REQUIRED WORK - Check every line below for the word "Frango" and show those that hold it.

DATASET EXTRACT -
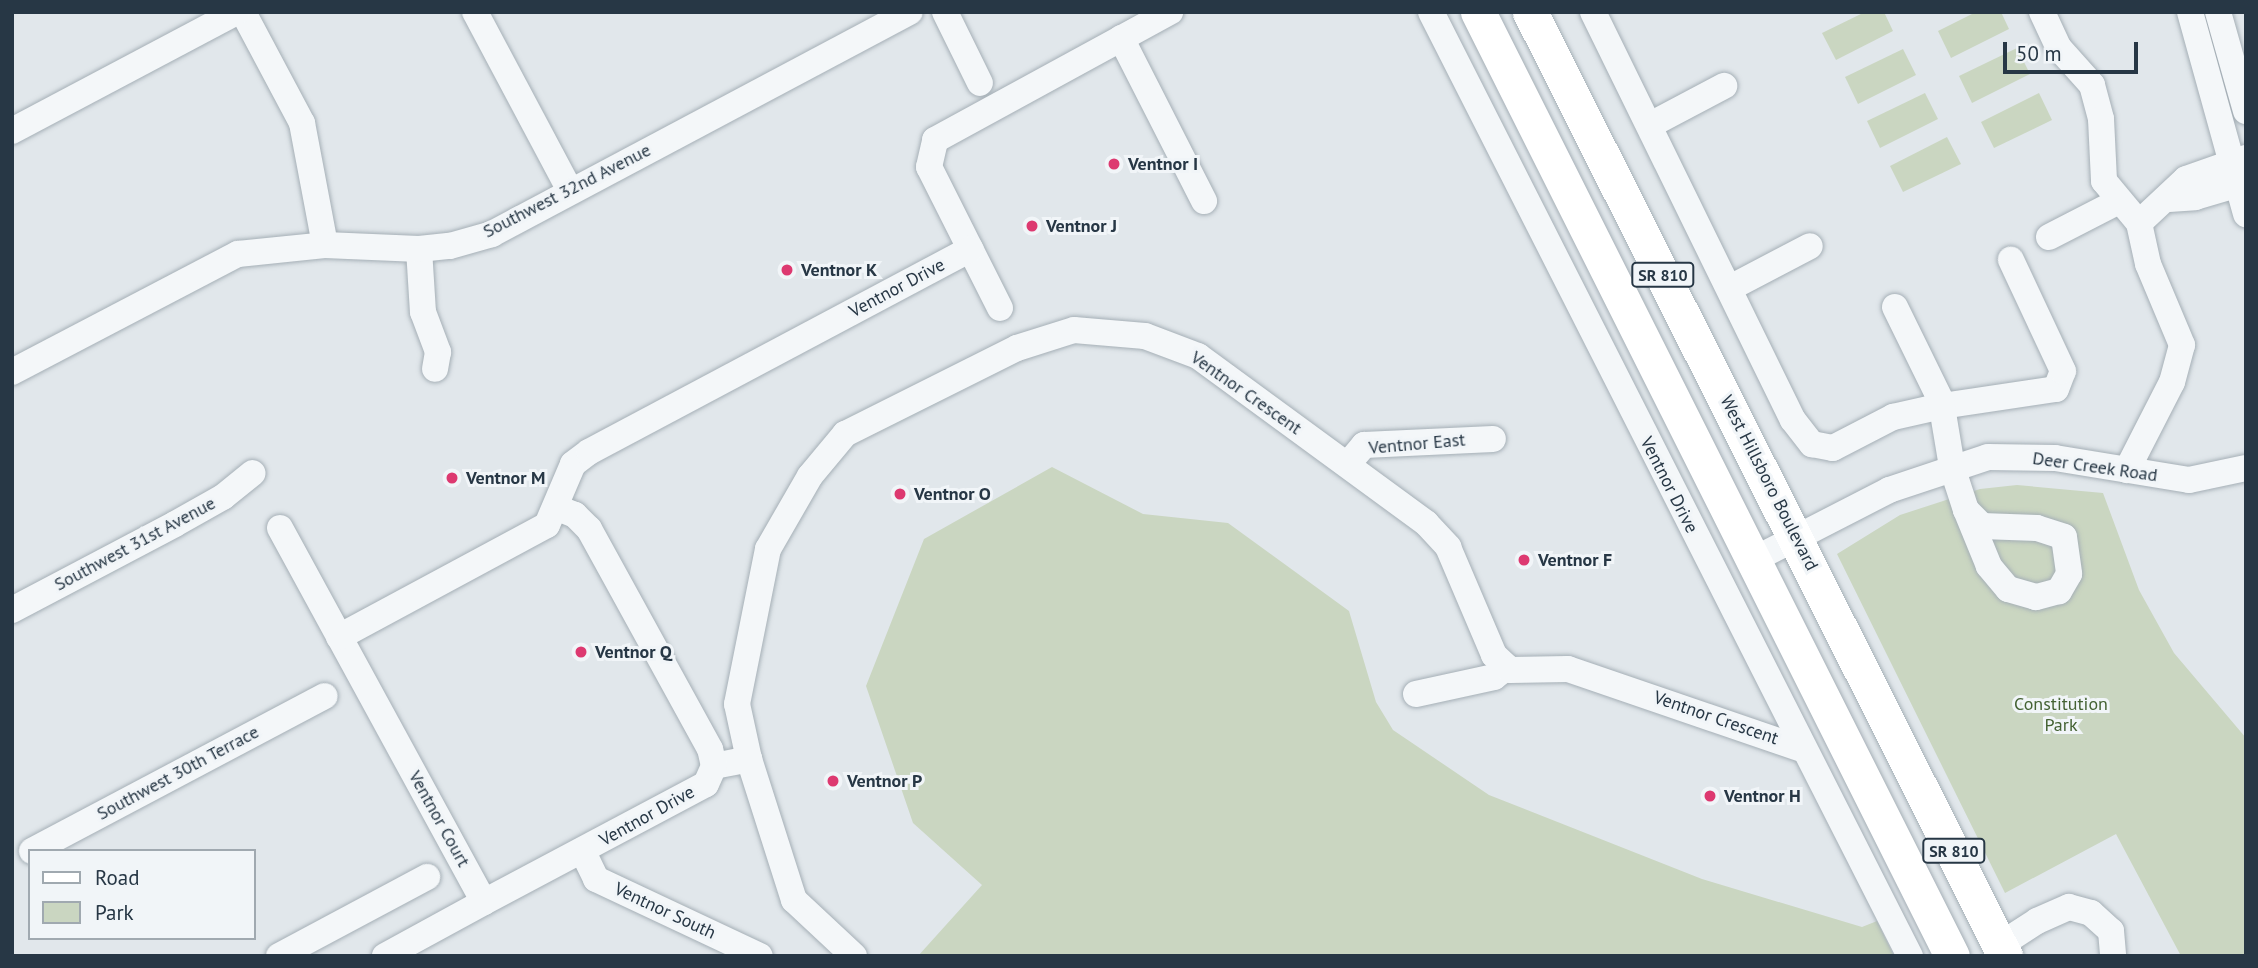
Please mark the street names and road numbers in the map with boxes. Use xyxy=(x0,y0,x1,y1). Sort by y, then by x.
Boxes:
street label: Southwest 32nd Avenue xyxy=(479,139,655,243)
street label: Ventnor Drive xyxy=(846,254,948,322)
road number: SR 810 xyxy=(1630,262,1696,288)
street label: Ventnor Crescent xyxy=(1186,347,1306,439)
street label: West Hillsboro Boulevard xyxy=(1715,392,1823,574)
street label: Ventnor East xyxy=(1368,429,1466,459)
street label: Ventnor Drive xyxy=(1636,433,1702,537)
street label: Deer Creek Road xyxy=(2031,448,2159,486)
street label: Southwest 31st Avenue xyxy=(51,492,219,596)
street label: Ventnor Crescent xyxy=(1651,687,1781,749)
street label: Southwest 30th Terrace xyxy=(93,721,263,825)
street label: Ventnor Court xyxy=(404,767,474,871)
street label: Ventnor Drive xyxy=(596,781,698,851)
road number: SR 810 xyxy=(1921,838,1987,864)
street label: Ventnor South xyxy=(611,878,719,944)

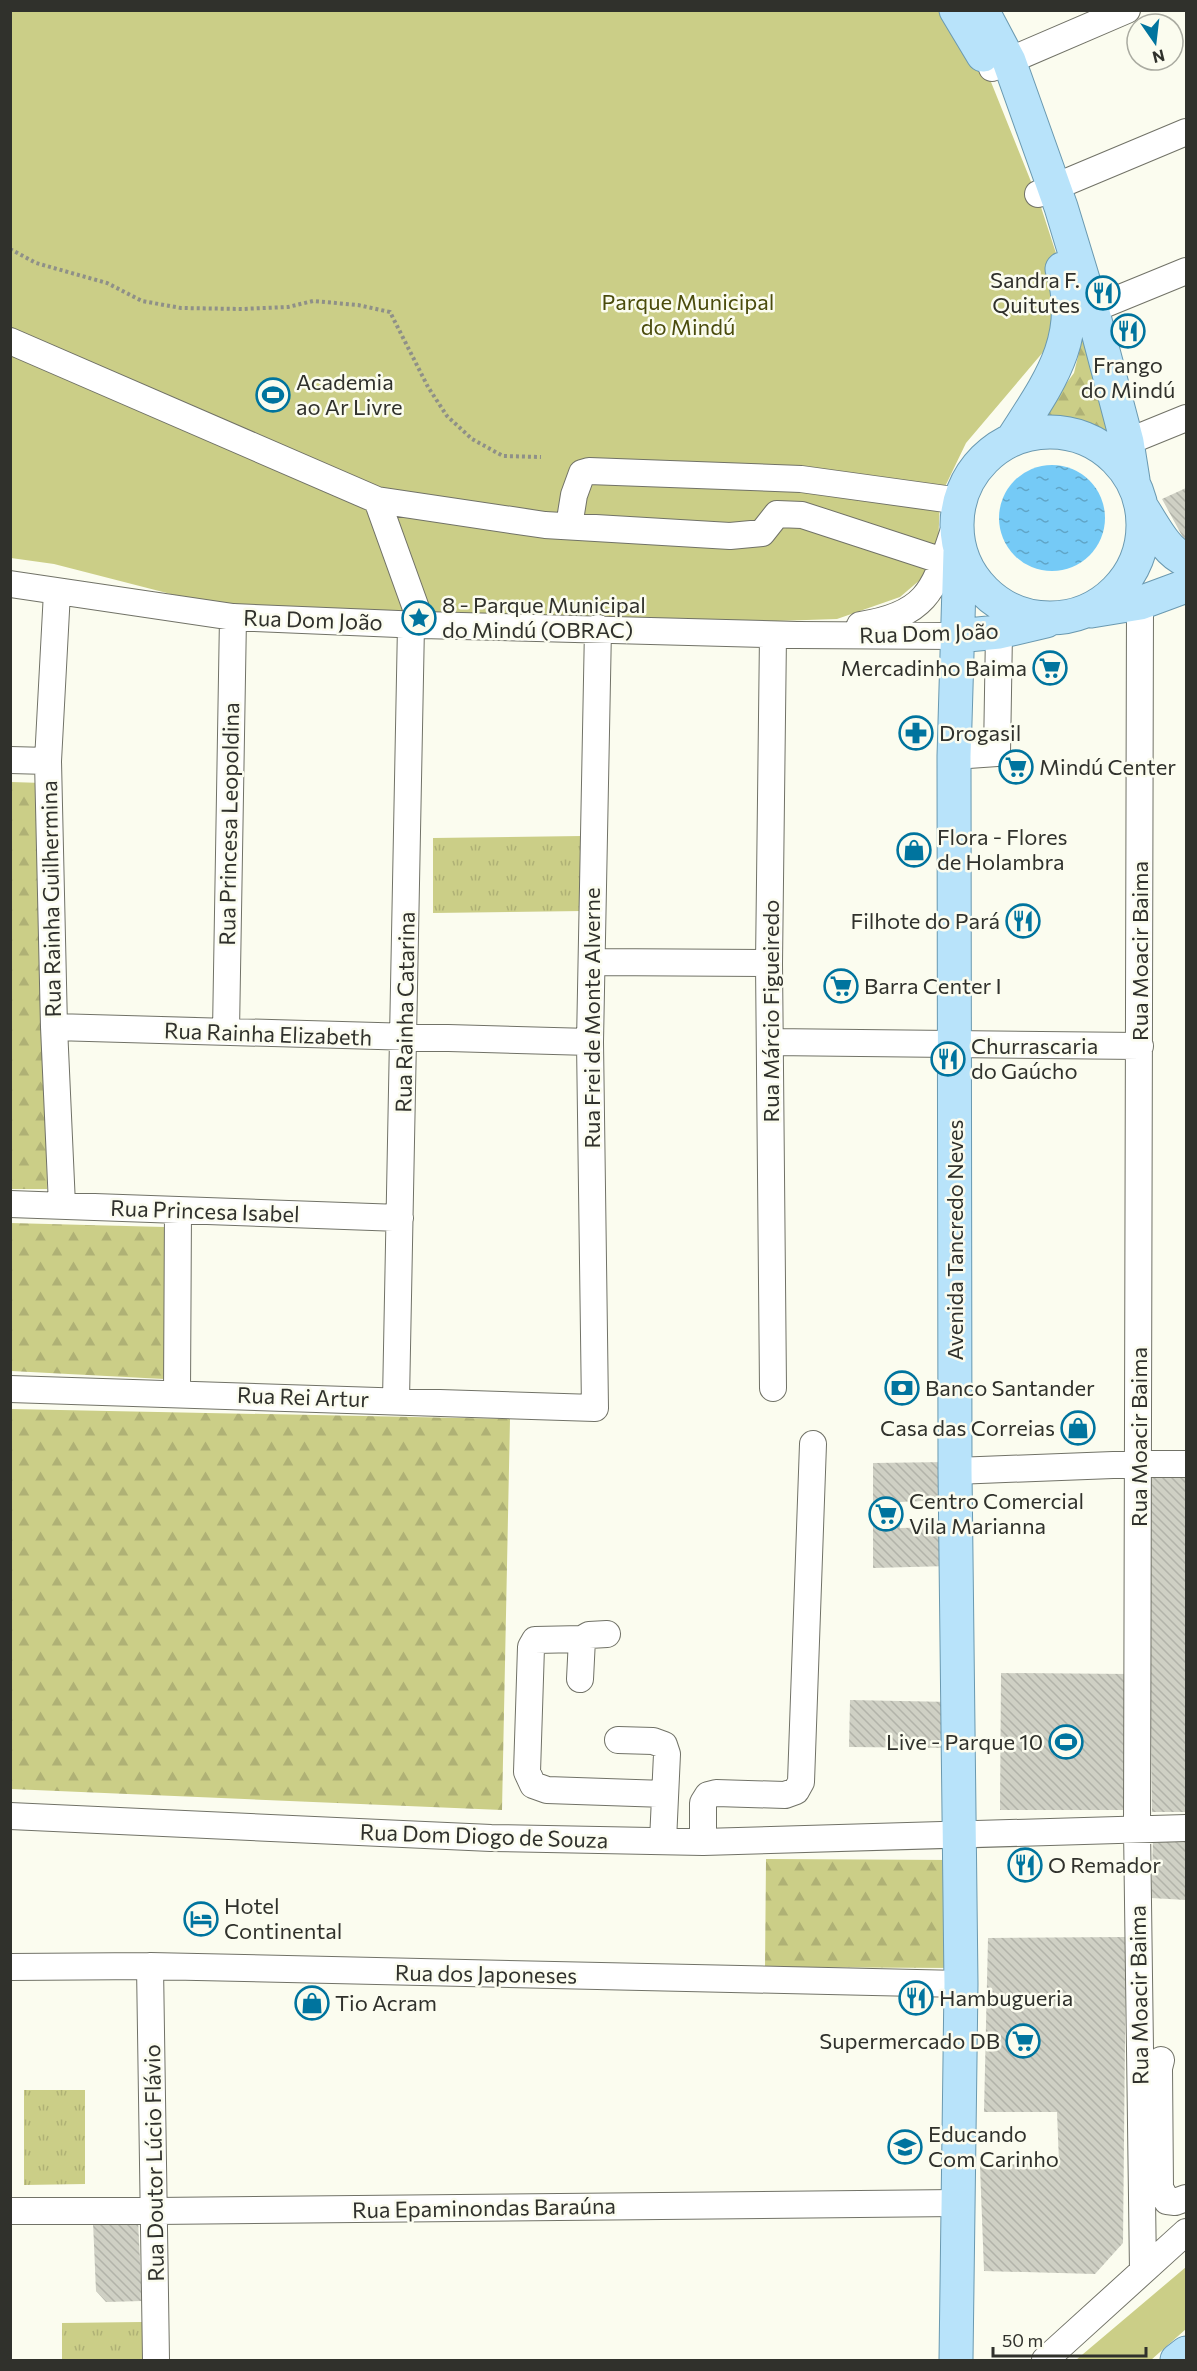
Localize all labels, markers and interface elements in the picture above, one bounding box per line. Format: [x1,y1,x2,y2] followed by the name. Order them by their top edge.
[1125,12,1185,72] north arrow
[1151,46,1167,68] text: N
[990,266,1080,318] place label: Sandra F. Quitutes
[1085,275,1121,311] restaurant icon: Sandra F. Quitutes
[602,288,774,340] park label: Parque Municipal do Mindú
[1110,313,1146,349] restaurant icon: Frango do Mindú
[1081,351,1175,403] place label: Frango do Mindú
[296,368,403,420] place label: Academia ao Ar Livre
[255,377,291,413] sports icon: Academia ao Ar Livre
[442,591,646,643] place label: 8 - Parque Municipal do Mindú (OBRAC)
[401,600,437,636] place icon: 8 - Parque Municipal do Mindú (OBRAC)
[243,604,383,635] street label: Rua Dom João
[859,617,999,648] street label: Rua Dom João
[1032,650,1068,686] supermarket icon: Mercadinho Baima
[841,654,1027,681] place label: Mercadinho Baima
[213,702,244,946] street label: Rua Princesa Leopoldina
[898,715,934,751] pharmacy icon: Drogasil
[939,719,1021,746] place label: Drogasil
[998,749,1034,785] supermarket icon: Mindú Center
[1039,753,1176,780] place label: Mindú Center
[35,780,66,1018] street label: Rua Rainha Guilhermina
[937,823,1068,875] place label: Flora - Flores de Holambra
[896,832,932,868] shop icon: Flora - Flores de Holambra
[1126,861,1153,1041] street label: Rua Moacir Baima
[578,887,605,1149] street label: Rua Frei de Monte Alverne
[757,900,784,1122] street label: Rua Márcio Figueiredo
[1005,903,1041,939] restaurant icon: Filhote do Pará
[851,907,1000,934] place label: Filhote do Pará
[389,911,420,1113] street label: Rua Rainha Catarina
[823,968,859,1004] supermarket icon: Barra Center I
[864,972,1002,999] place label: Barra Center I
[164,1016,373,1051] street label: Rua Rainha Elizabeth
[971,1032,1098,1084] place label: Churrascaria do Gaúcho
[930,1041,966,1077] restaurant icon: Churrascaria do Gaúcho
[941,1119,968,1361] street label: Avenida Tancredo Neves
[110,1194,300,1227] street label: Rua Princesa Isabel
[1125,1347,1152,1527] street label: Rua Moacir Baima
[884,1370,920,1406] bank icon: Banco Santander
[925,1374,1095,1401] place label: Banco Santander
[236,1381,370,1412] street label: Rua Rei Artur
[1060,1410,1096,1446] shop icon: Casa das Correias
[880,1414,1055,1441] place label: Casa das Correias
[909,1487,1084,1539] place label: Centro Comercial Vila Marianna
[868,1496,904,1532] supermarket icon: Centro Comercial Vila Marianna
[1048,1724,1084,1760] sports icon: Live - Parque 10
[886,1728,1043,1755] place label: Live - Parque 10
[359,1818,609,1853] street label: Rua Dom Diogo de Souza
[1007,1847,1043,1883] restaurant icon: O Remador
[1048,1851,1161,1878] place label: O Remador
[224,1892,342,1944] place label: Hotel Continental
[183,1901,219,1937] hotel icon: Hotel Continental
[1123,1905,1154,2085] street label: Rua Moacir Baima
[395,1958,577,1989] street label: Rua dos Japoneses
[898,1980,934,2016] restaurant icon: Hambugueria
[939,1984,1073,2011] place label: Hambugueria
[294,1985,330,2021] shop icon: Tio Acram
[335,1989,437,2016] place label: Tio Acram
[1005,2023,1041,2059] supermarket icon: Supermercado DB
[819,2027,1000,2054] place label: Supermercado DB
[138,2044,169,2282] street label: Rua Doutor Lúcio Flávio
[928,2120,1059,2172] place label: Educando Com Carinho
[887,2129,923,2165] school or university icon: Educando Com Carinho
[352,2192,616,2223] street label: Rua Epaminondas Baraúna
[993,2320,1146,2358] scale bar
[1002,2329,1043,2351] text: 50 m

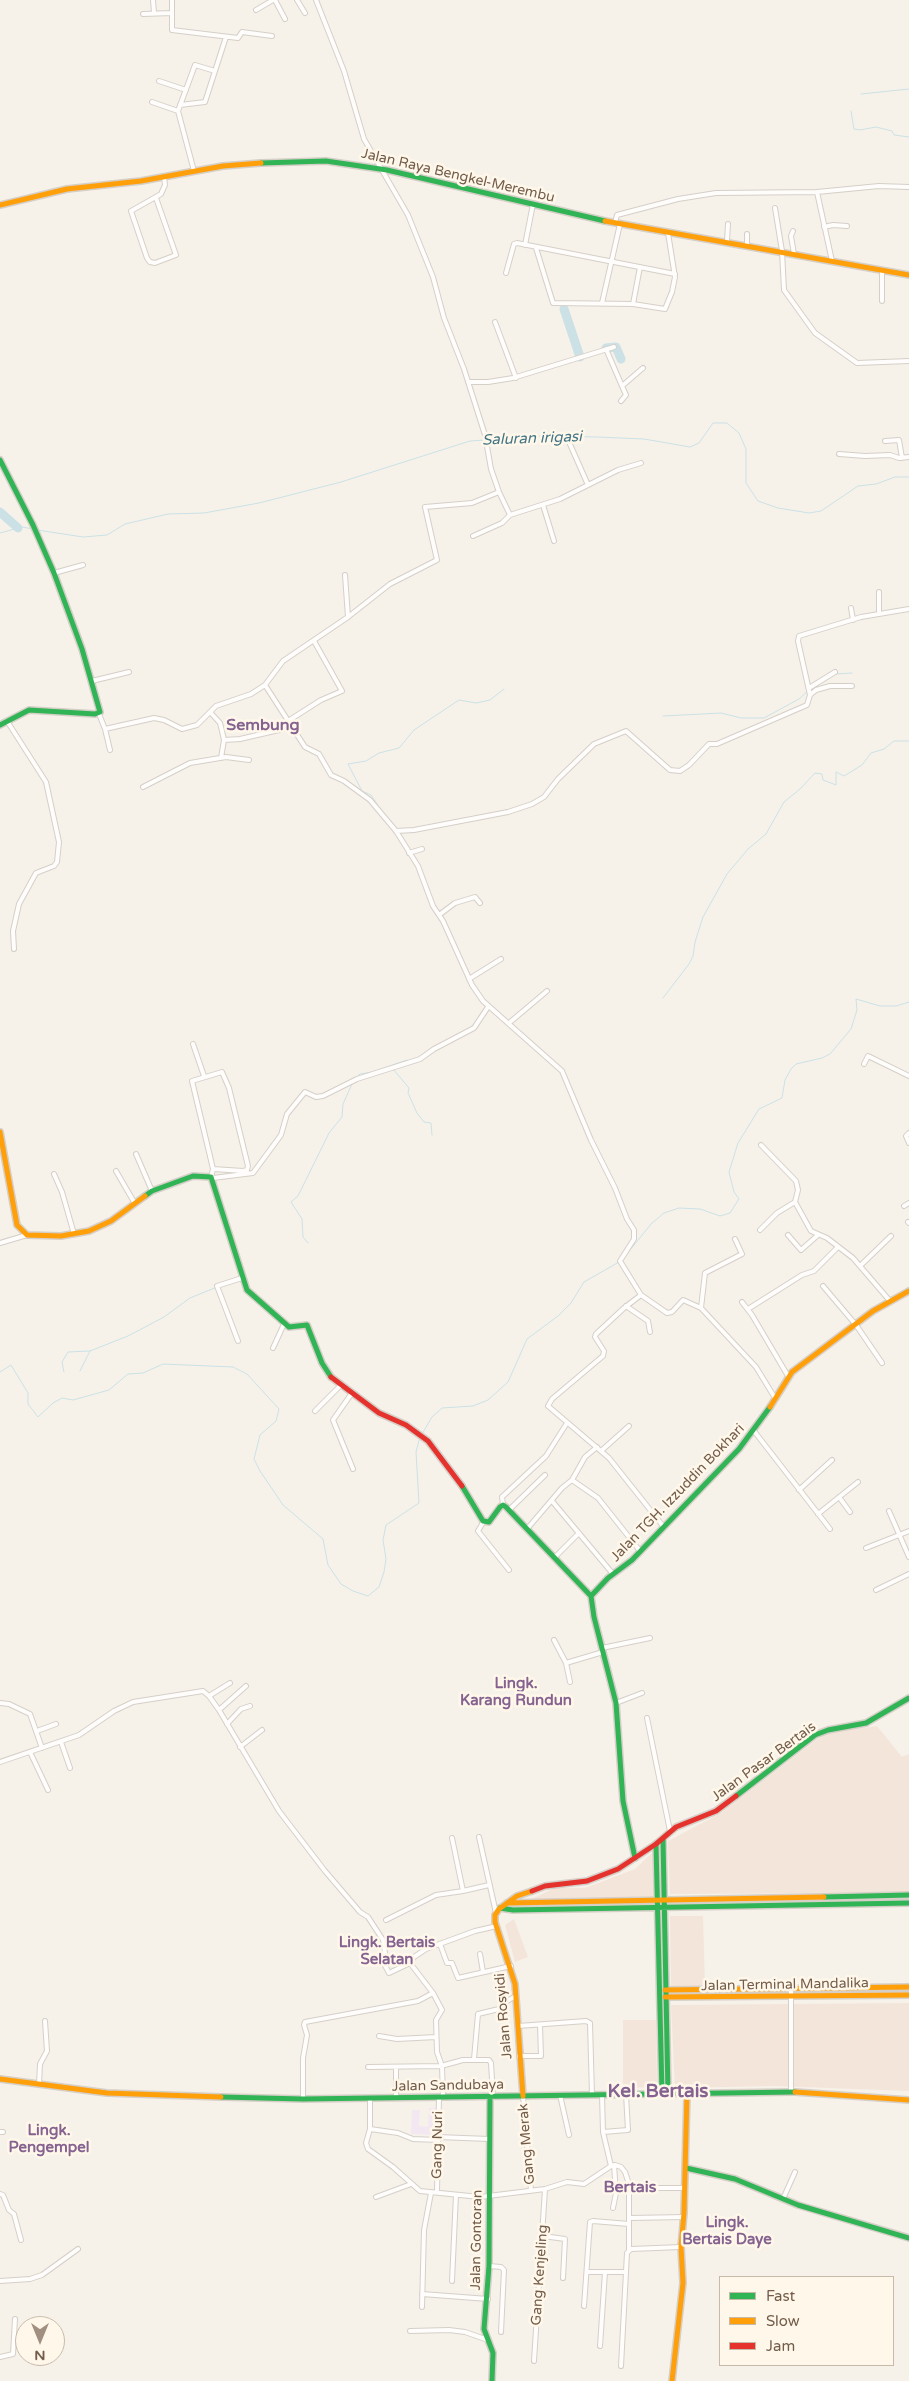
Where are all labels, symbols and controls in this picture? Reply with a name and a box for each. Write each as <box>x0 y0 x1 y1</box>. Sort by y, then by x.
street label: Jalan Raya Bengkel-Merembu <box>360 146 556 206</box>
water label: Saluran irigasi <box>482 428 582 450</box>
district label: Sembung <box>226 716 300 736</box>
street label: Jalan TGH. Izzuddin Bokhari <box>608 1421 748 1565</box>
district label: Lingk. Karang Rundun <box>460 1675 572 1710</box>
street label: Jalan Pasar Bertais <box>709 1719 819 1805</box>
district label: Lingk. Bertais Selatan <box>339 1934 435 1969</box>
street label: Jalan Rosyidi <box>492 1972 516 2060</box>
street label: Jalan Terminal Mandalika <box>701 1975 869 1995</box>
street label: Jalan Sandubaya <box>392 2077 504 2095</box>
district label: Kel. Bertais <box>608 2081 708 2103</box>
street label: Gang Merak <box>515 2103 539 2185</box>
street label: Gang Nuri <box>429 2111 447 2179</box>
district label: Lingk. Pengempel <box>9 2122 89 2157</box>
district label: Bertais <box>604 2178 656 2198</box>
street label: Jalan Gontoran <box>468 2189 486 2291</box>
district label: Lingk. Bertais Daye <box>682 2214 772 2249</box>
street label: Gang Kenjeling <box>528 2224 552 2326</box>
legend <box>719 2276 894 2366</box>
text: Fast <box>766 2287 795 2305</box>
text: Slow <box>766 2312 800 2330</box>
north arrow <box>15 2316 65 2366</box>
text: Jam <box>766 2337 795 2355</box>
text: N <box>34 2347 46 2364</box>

WRITTEN REPLY -
[1110,313,1146,349] restaurant icon: Frango do Mindú
[1081,351,1175,403] place label: Frango do Mindú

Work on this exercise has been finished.